To establish the statistical significance of the overlap between sets of genes, we performed the hypergeometric test using the R function phyper.R. Command lines were as follows: Pval.Common=phyper(q=467, m=3954,n=(14488-3954),k=1409,lower.tail=FALSE); Pval.1=phyper(q=258, m=851, n=(14488-851),k=2092,lower.tail=FALSE) ## Up and down; Pval.2=phyper(q=84, m=558, n=(14488-558),k=1862,lower.tail=FALSE) ## down and up; Pval.3=phyper(q=58, m=851, n=(14488-851),k=1862,lower.tail=FALSE) ## Up and up; Pval.4=phyper(q=64, m=558, n=(14488-558),k=2092,lower.tail=FALSE) ## down and down, where 14,488 is the number of expressed genes, and the other numbers are the different sets.
We are grateful to all members of our laboratories and colleagues of the Leducq network for helpful discussion. We thank Elizabeth Illingworth for critical reading of the manuscript . We also thank Rosa Ferrentino for expert laboratory assistance, Salvatore Arbucci for his technical support in the acquisition of confocal images, the Institute of Genetics and Biophysics (IGB) microscopy facility, Lucia Mele for her technical support in mouse treatments and the IGB mouse facility.
Conceptualization: G.L., R.G.K., A.B.; Methodology: G.L., M.F., N.A., M.B., G.F., A.R., E.D.; Software: M.F., C.A.; Formal analysis: G.L., M.F., N.A., G.F., C.A., A.B.; Investigation: G.L., M.F., N.A., M.B., G.F.; Writing - original draft: A.B.; Writing - review & editing: G.L., M.F., C.A., R.G.K., A.B.; Supervision: C.A., R.G.K., A.B.; Funding acquisition: R.G.K., A.B.

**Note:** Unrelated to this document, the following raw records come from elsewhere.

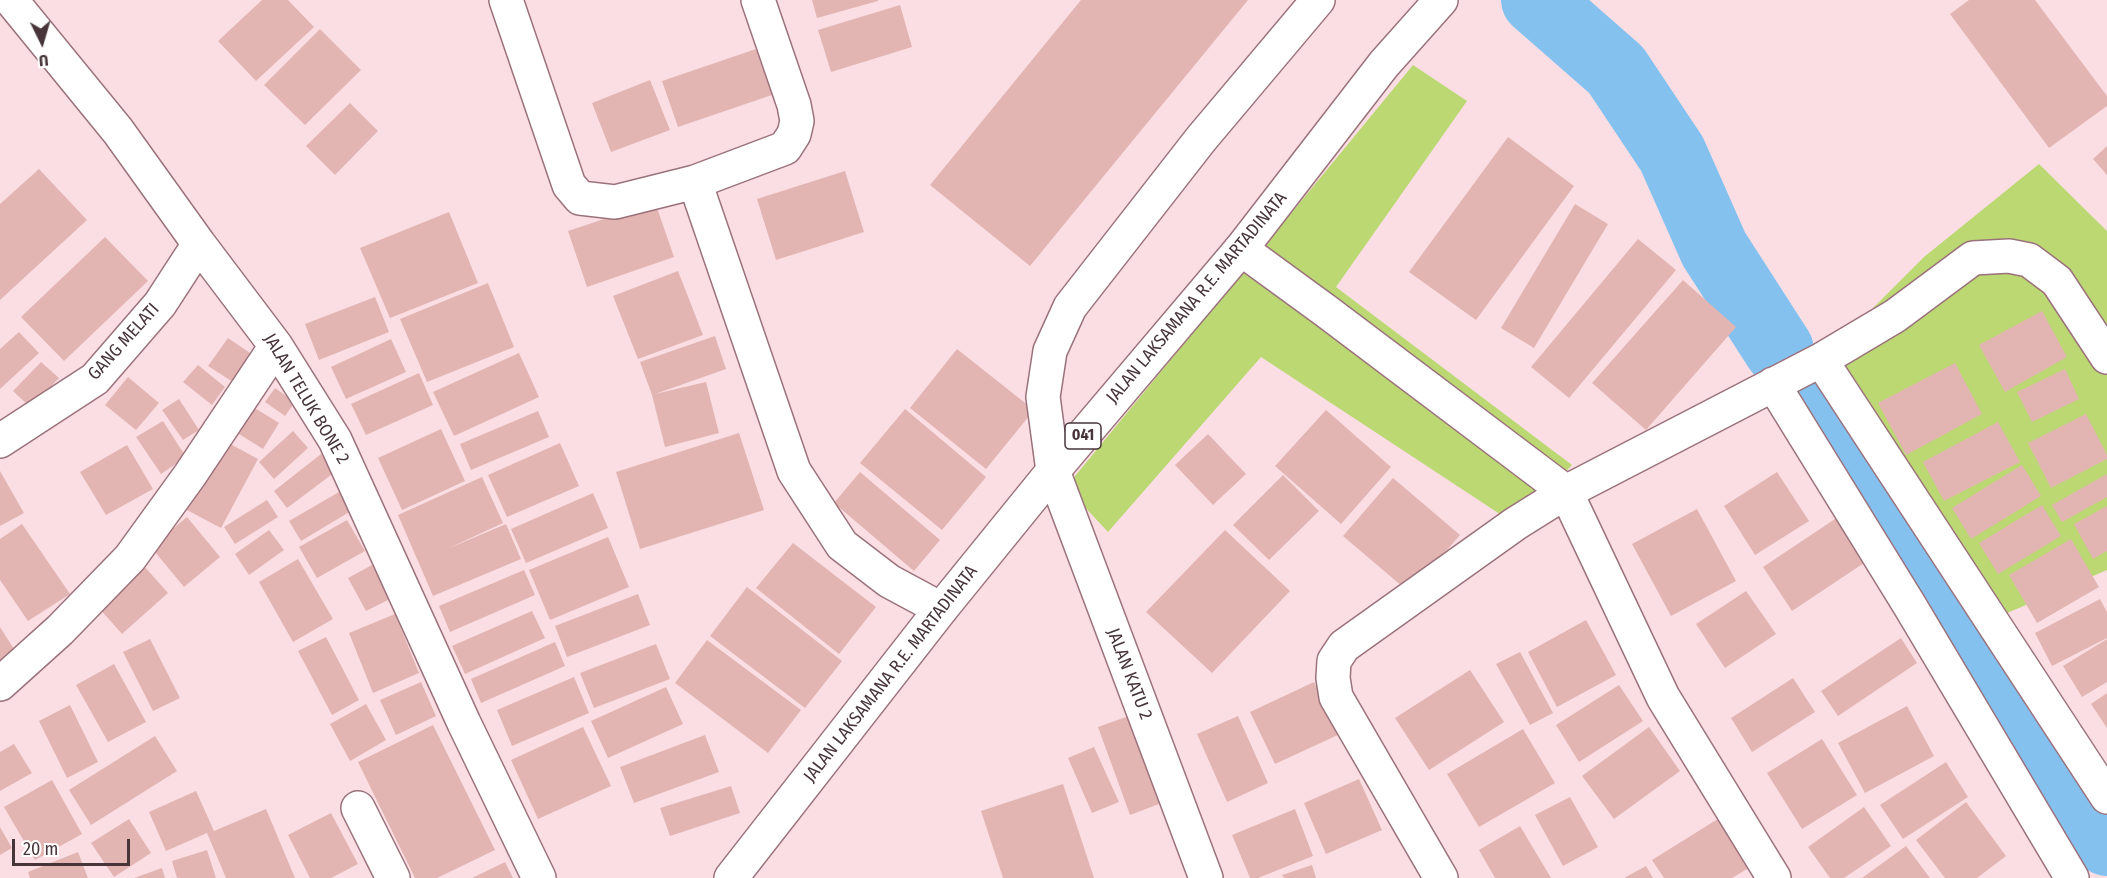 <!DOCTYPE html>
<style>
body{margin:0}
#map{position:relative;width:2107px;height:878px;overflow:hidden;background:#fadee4;font-family:"Fira Sans Condensed",sans-serif}
canvas{display:block}
.north{position:absolute;left:12px;top:12px;width:60px;height:60px;-webkit-text-stroke:4px #fff;paint-order:stroke;rotate:175deg;font-size:16px;font-weight:700;line-height:24px;text-align:center;color:#47353a}
.north::after{content:'';display:block;margin:auto;width:21px;height:27px;background:#47353a;clip-path:polygon(50% 0,100% 100%,50% 72%,0 100%)}
.scale{position:absolute;left:12px;top:839px;width:118px;height:27px;box-sizing:border-box;border:3px solid #47353a;border-top:0;padding-left:8px;font-size:18px;line-height:21px;white-space:nowrap;color:#47353a;-webkit-text-stroke:4px #fff;paint-order:stroke}
</style>
<div id="map">
<canvas width="2107" height="878"></canvas>
<div class="north">U</div>
<div class="scale">20 m</div>
</div>
<script>
const g = document.querySelector('canvas').getContext('2d');
g.lineJoin = 'round';
function fillPath(path, color) { g.fillStyle = color; g.fill(path, 'evenodd'); }
const toPath = rows => new Path2D(rows.map(r => 'M' + r).join(''));
function stroke(path, color, width, dash) { g.strokeStyle = color; g.lineWidth = width; g.lineCap = dash ? 'butt' : 'round'; g.setLineDash(dash || []); g.stroke(path); }
function drawText(font, color, halo, rows, align = 'center') {
  g.font = font + ' "Fira Sans Condensed",sans-serif'; g.lineWidth = 5; g.setLineDash([]); g.textBaseline = 'middle'; g.strokeStyle = halo; g.fillStyle = color; for (const [text, x, y, turn = 0] of rows) {
    g.save(); g.translate(x, y); g.rotate((+turn || 0) * Math.PI / 180); g.textAlign = isNaN(turn) ? turn : align; if (halo) g.strokeText(text, 0, 0); g.fillText(text, 0, 0); g.restore();
  }
}
fillPath(toPath([
 [1413,65,1467,101,1336,287,1572,465,1515,524,1261,357,1108,532,1066,487],
 [2039,164,2107,231,2107,570,1991,620,1821,360,1924,257]
]), '#bcd873');
stroke(toPath([
 [1536,0,1616,70,1672,154,1714,249,1779,350],
 [1798,378,1886,506,2107,841]
]), '#84c1ef', 70);
fillPath(toPath([
 [262,0,288,0,314,27,256,81,218,41],
 [812,0,878,0,878,1,817,18],
 [1081,0,1248,0,1030,266,930,185],
 [1969,0,2035,0,2107,96,2107,106,2049,148,1950,14],
 [900,5,912,47,831,72,818,30],
 [320,29,361,70,305,125,264,85],
 [756,49,772,95,678,127,662,81],
 [650,80,670,130,611,152,592,103],
 [350,103,378,131,335,175,306,146],
 [1508,137,1574,186,1476,320,1409,272],
 [2107,146,2107,175,2093,159],
 [39,169,87,220,0,300,0,204],
 [845,171,864,232,776,260,757,199],
 [655,202,674,257,587,287,568,231],
 [1575,204,1608,224,1534,348,1501,328],
 [449,212,478,283,390,318,360,248],
 [105,237,148,281,64,361,21,317],
 [1638,239,1676,270,1569,398,1531,367],
 [678,271,703,335,638,359,613,296],
 [1683,280,1736,327,1646,430,1592,383],
 [488,283,514,347,427,382,400,319],
 [375,297,389,332,319,360,305,324],
 [2042,311,2067,357,2005,392,1979,345],
 [19,332,39,353,0,389,0,349],
 [715,336,726,369,655,394,706,382,719,433,665,447,652,395,640,362],
 [228,338,253,355,233,382,208,366],
 [391,339,406,372,346,399,331,367],
 [957,349,1034,410,986,469,910,408],
 [519,353,539,397,454,436,433,392],
 [41,362,59,378,31,408,13,391],
 [1955,363,1982,414,1906,455,1878,403],
 [198,365,225,387,212,405,183,382],
 [2065,369,2079,399,2032,422,2017,392],
 [419,373,433,405,366,435,351,404],
 [128,377,159,403,136,430,105,405],
 [275,388,295,402,285,416,265,402],
 [179,399,199,430,183,440,162,410],
 [250,405,279,423,263,449,234,431],
 [905,409,986,477,942,530,860,463],
 [1326,410,1391,467,1341,524,1275,466],
 [538,411,549,437,471,470,460,444],
 [2086,414,2107,455,2107,459,2051,488,2028,443],
 [163,421,186,457,161,474,136,437],
 [1998,422,2020,462,1944,501,1923,462],
 [441,429,465,481,402,510,378,458],
 [293,431,308,448,274,479,259,462],
 [739,433,764,510,640,549,616,472],
 [1208,434,1246,474,1213,505,1175,465],
 [223,440,258,459,221,528,185,509],
 [560,443,579,486,507,517,488,475],
 [127,445,153,489,106,515,80,472],
 [321,454,335,472,287,508,274,491],
 [2022,465,2041,496,1971,539,1952,508],
 [0,471,24,513,0,526],
 [860,472,940,540,914,571,834,503],
 [1777,472,1809,521,1755,555,1724,506],
 [2107,474,2107,497,2062,522,2052,505],
 [1283,475,1319,511,1269,560,1233,525],
 [482,477,503,523,447,549,506,524,521,559,433,596,398,515],
 [1393,478,1460,535,1410,593,1343,536],
 [339,492,351,511,301,541,289,521],
 [593,493,608,528,526,563,511,529],
 [267,500,278,517,235,544,224,527],
 [2042,505,2061,536,1998,574,1979,543],
 [2107,506,2107,551,2093,559,2074,524],
 [1697,509,1736,581,1671,616,1632,544],
 [187,517,220,557,184,587,151,547],
 [1838,517,1867,561,1792,611,1763,567],
 [347,520,365,551,317,578,299,547],
 [22,524,70,594,28,621,0,580,0,539],
 [269,530,284,550,249,575,235,554],
 [1225,530,1290,591,1212,673,1146,612],
 [608,537,629,587,550,620,529,570],
 [2071,539,2099,587,2037,623,2009,575],
 [793,543,876,607,839,654,756,588],
 [298,559,333,619,293,642,259,582],
 [372,565,390,599,366,611,348,578],
 [144,566,168,593,122,634,98,607],
 [524,570,535,595,450,632,439,606],
 [747,587,842,661,805,708,710,636],
 [1746,591,1776,634,1725,668,1696,624],
 [638,594,650,625,567,657,555,626],
 [2100,599,2107,612,2107,638,2052,666,2035,633],
 [532,611,545,638,465,674,452,646],
 [395,614,419,673,373,693,349,633],
 [1586,620,1616,675,1557,707,1528,652],
 [0,627,19,657,0,668],
 [326,637,359,700,332,715,298,651],
 [1901,638,1917,663,1838,716,1821,691],
 [150,639,180,698,153,711,123,652],
 [2107,639,2107,682,2082,697,2063,666],
 [707,640,801,710,768,753,675,683],
 [555,642,565,666,481,703,471,679],
 [656,644,670,679,594,708,580,673],
 [1520,652,1553,713,1530,725,1496,664],
 [114,664,146,722,108,742,76,685],
 [1470,670,1504,722,1429,770,1395,718],
 [574,677,589,713,512,746,497,710],
 [1793,678,1815,712,1752,752,1731,718],
 [421,682,436,716,396,735,380,700],
 [1314,682,1340,734,1275,764,1250,712],
 [1619,685,1643,721,1579,762,1556,725],
 [666,687,683,724,608,758,591,721],
 [2107,693,2107,728,2091,704],
 [366,704,386,740,350,761,330,724],
 [70,705,98,762,67,778,39,721],
 [1907,706,1934,756,1865,793,1838,743],
 [1140,712,1172,799,1130,815,1098,727],
 [1238,716,1268,783,1227,802,1197,734],
 [433,725,495,850,437,878,415,878,358,762],
 [583,727,611,786,538,819,511,760],
 [1649,727,1680,771,1614,819,1582,776],
 [1523,729,1555,783,1479,827,1447,774],
 [705,735,719,772,634,803,620,767],
 [155,736,177,771,91,825,69,790],
 [1822,739,1857,795,1802,829,1767,773],
 [14,744,32,773,0,791,0,752],
 [1094,747,1119,802,1092,813,1068,758],
 [1946,762,1968,797,1903,839,1880,805],
 [1359,779,1382,830,1326,854,1304,803],
 [52,780,82,834,35,860,4,807],
 [1063,784,1094,878,1003,878,981,811],
 [731,786,740,813,670,836,660,808],
 [196,791,214,831,266,809,295,878,226,878,207,833,166,851,149,812],
 [1570,797,1598,847,1563,866,1535,815],
 [1966,802,2006,856,1977,878,1945,878,1916,840],
 [1864,807,1891,846,1844,878,1830,878,1808,847],
 [1295,809,1313,856,1258,878,1250,878,1232,835],
 [331,813,358,864,331,878,310,878,288,835],
 [1721,817,1752,866,1732,878,1664,878,1652,860],
 [129,819,151,853,114,877,91,843],
 [1520,826,1551,878,1495,878,1479,850],
 [0,827,12,848,0,855],
 [1906,846,1930,878,1862,878],
 [207,850,216,878,177,878,172,861],
 [78,852,88,878,30,878,28,872],
 [505,862,513,878,472,878],
 [1312,865,1316,878,1284,878,1282,875],
 [1646,866,1653,878,1624,878],
 [162,868,165,878,134,878]
]), '#e3b5b2');
const minor = toPath([
 [11,0,118,131,199,244,276,346,335,440,464,723,539,878],
 [506,0,569,185,580,198,615,202,695,182],
 [758,0,794,105,797,121,794,134,785,148,695,182,794,471,842,545,889,581,941,609],
 [1241,249,1326,311,1566,492,1663,697,1774,878],
 [1821,360,2107,797],
 [1773,384,1910,606,2072,878],
 [0,441,95,379,160,304,199,244],
 [0,684,60,630,130,558,190,475,276,346],
 [358,808,393,878],
 [1206,878,1053,471,1043,397,1050,351,1070,307,1201,139,1318,0],
 [1441,878,1336,697,1333,678,1334,661,1344,646,1515,524,1566,492,1821,360,1895,316,1973,258,2009,256,2029,260,2057,281,2107,357]
]);
const major = toPath([
 [731,878,941,609,1053,471,1241,249,1384,64,1441,0]
]);
stroke(minor, '#9b727c', 36);
stroke(major, '#9b727c', 36);
stroke(minor, '#fff', 33);
stroke(major, '#fff', 33);
for (const [x, y, w] of [
 [1083,436,36]
]) { const box = new Path2D(); box.roundRect(x - w / 2, y - 13, w, 26, 4.5); g.fillStyle = '#fff'; g.fill(box); stroke(box, '#47353a', 1.5); }
drawText('bold 16px', '#47353a', null, [
 ["041",1083,436]
]);
drawText('18px', '#47353a', '#fff', [
 ["JALAN LAKSAMANA R.E. MARTADINATA",1197,298,-50],
 ["GANG MELATI",124,342,-48],
 ["JALAN TELUK BONE 2",306,399,59],
 ["JALAN LAKSAMANA R.E. MARTADINATA",891,674,-52],
 ["JALAN KATU 2",1129,674,69]
]);
</script>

This work was funded by the Fondation Leducq Transatlantic Network of Excellence (15CVD01 to A.B. and R.G.K.) and a grant from Ministero dell'Istruzione, dell'Università e della Ricerca (PRIN 20179J2P9J to A.B.). Open Access funding provided by Università degli Studi di Napoli Federico II. Deposited in PMC for immediate release.
The RNA-seq datasets generated for this study have been deposited in the Gene Expression Omnibus (GEO) database under the accession number GSE206737.
The authors declare no competing or financial interests.